## Task objective
Go through the data below and return each line where the string "Start" appears.

## Material for this task
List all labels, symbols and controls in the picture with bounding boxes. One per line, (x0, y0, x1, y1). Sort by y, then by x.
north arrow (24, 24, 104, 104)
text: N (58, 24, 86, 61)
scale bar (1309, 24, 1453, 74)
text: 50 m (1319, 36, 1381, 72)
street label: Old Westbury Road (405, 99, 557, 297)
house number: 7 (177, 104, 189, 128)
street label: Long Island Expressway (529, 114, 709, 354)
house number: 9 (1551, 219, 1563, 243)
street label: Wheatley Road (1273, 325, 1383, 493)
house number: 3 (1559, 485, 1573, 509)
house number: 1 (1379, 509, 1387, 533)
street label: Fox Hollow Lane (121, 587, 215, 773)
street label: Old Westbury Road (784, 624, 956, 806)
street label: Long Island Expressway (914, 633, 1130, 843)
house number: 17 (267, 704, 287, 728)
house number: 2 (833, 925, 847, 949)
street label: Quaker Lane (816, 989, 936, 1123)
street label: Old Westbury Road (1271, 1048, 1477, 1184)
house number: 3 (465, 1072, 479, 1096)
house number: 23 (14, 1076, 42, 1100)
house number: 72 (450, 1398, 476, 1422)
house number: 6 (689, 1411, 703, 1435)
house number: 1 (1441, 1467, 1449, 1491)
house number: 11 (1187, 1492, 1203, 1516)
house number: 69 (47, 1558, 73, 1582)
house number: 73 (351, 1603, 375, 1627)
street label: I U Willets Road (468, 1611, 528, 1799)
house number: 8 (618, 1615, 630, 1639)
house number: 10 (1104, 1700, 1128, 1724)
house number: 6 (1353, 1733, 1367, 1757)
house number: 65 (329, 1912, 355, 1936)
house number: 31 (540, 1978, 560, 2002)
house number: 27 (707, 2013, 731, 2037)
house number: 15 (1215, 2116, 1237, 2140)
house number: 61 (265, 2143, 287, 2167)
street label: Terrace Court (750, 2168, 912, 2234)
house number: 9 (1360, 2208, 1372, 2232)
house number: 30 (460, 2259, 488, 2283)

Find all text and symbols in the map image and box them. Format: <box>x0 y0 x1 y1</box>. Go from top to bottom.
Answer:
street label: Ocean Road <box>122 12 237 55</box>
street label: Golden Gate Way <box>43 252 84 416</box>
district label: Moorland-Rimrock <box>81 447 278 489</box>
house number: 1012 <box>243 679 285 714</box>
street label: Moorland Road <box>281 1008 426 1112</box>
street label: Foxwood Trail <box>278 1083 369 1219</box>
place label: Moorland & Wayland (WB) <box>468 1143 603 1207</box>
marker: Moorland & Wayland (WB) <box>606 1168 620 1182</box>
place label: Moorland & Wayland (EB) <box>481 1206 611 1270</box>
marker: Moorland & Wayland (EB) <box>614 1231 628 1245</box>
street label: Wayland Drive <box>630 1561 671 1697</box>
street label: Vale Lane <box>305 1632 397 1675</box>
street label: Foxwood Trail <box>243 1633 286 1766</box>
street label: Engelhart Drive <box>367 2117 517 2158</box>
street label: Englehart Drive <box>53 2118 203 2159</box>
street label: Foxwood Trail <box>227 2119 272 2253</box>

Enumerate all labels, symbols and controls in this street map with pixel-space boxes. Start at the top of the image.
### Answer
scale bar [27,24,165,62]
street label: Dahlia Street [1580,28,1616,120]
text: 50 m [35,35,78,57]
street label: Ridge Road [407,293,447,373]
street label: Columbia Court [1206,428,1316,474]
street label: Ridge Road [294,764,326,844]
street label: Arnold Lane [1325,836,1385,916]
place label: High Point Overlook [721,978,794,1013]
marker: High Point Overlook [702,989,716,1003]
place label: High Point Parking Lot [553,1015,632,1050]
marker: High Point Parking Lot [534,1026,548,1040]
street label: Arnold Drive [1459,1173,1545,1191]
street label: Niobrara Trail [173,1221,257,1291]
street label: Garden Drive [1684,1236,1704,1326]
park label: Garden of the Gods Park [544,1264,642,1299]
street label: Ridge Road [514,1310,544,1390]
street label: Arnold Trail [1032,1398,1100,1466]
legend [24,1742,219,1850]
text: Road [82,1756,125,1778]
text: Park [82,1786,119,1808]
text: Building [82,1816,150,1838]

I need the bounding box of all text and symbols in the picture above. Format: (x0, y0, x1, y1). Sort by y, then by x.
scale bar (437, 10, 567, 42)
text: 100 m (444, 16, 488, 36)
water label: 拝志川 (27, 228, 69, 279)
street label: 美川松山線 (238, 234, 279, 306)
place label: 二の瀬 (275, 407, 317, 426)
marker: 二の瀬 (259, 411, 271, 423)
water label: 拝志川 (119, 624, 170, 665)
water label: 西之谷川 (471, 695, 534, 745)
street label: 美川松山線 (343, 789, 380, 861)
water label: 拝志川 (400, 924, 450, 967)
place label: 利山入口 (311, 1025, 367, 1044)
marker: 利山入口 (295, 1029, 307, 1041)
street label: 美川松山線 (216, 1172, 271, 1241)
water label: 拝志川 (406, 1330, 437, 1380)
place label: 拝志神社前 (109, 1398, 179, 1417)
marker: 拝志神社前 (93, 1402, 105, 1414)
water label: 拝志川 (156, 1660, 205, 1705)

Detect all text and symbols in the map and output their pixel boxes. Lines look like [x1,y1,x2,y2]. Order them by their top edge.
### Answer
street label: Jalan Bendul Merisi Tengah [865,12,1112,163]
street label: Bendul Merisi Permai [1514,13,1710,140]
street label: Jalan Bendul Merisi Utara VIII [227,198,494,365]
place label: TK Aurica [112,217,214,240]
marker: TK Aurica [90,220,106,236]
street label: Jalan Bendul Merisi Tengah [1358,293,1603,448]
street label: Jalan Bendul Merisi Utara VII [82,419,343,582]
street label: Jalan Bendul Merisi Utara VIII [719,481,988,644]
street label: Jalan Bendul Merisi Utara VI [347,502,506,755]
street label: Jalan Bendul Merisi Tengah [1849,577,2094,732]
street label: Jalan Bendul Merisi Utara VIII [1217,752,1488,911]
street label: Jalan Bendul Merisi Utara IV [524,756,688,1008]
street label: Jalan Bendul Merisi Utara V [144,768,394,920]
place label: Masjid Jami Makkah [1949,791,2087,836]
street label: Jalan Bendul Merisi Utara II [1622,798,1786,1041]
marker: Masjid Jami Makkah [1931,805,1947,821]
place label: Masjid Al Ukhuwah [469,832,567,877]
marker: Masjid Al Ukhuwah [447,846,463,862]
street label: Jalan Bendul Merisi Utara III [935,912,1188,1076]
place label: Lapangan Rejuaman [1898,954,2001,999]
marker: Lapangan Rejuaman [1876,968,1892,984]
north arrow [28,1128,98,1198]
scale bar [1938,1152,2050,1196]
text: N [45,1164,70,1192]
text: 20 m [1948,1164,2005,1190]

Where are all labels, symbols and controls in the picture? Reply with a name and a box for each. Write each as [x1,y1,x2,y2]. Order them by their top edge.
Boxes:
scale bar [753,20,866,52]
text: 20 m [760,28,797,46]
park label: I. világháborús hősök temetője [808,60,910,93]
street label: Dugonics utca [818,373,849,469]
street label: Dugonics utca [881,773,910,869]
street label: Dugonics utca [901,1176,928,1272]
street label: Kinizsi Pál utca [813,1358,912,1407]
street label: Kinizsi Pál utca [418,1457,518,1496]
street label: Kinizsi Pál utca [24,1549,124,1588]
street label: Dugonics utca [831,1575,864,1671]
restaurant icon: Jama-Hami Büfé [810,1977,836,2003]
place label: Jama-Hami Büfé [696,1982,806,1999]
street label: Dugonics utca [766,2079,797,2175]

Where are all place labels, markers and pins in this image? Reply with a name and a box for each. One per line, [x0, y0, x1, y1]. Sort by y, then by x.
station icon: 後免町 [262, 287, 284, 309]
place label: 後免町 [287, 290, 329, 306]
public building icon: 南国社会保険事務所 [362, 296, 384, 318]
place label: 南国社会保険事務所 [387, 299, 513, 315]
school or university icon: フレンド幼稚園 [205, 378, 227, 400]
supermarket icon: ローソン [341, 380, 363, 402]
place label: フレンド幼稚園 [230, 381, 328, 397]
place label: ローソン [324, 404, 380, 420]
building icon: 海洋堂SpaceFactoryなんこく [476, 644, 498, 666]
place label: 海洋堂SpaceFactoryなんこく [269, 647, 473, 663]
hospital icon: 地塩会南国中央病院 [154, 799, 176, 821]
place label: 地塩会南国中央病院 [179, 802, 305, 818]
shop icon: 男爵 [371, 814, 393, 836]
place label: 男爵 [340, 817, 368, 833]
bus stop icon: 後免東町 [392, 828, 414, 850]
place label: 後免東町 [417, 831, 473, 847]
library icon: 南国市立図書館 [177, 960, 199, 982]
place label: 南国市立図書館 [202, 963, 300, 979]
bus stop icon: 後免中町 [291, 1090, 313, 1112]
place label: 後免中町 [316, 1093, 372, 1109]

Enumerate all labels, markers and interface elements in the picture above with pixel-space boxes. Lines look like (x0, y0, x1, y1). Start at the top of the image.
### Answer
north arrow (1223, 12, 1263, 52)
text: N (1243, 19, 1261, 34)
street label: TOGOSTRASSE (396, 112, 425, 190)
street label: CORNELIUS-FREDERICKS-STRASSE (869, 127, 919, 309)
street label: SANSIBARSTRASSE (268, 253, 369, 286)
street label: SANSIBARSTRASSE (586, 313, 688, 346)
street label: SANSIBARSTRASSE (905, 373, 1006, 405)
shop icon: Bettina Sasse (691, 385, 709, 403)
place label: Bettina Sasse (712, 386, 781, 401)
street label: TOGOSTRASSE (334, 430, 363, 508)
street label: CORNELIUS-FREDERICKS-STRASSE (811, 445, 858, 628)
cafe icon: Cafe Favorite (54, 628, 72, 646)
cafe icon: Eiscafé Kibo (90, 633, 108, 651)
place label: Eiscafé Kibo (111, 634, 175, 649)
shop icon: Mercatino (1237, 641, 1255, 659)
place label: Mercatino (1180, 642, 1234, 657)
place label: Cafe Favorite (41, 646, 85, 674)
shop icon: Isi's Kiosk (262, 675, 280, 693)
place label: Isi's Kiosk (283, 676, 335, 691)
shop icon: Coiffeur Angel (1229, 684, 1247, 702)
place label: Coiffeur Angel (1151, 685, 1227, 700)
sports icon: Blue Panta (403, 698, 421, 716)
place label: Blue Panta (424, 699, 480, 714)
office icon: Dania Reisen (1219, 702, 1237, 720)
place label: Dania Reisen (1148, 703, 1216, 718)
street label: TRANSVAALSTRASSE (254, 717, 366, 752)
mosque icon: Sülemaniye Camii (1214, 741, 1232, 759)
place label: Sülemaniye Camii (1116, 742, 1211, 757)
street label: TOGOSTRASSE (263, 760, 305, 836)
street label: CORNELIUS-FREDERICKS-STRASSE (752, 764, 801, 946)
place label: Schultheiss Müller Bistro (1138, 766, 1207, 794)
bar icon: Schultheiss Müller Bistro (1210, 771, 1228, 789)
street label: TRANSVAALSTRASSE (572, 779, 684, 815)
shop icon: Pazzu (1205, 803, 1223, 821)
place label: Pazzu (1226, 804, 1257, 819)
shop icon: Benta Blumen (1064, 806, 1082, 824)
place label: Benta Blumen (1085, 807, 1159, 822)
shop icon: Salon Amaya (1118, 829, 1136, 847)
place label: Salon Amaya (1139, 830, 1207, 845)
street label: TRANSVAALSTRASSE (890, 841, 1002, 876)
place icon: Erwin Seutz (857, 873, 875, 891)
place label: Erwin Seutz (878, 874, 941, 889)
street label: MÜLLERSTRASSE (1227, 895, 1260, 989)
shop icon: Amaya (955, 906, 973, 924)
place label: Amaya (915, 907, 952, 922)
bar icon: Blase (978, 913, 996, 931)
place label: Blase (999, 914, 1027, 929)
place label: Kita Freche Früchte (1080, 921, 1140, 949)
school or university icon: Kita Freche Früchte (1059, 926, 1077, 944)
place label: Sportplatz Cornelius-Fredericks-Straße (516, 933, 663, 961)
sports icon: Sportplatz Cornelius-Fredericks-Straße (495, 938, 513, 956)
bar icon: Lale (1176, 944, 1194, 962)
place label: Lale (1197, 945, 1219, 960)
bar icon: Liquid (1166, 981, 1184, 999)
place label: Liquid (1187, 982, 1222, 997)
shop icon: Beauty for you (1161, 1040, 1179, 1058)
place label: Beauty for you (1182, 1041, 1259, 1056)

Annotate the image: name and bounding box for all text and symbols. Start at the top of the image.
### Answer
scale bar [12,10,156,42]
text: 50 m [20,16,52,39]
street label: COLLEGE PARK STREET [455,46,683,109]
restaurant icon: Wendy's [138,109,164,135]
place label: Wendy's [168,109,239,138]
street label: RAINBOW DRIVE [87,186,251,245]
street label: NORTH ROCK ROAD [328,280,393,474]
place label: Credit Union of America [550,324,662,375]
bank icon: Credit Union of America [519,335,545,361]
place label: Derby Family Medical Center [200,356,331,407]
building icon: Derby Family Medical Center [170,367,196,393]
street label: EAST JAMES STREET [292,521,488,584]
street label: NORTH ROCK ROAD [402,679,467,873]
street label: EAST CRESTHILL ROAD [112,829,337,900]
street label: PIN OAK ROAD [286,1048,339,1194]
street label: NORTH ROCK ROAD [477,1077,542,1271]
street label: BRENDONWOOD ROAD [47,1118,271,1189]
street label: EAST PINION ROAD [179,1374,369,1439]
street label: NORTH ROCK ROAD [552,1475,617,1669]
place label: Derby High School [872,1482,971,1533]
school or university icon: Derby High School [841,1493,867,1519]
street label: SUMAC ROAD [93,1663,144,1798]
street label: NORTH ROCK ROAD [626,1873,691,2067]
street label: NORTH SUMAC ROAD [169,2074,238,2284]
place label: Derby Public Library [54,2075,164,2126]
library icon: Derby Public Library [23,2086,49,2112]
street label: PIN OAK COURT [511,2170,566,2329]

## Written solution
Enumerate all labels, symbols and controls in this street map with pixel-space boxes. Start at the top of the image.
Enumerate all labels, markers and interface elements in the picture above with pixel-space boxes. Lines look like (x0, y0, x1, y1). Start at the top of the image.
Annotate the image: name and bounding box for all text and symbols. Start at the top of the image.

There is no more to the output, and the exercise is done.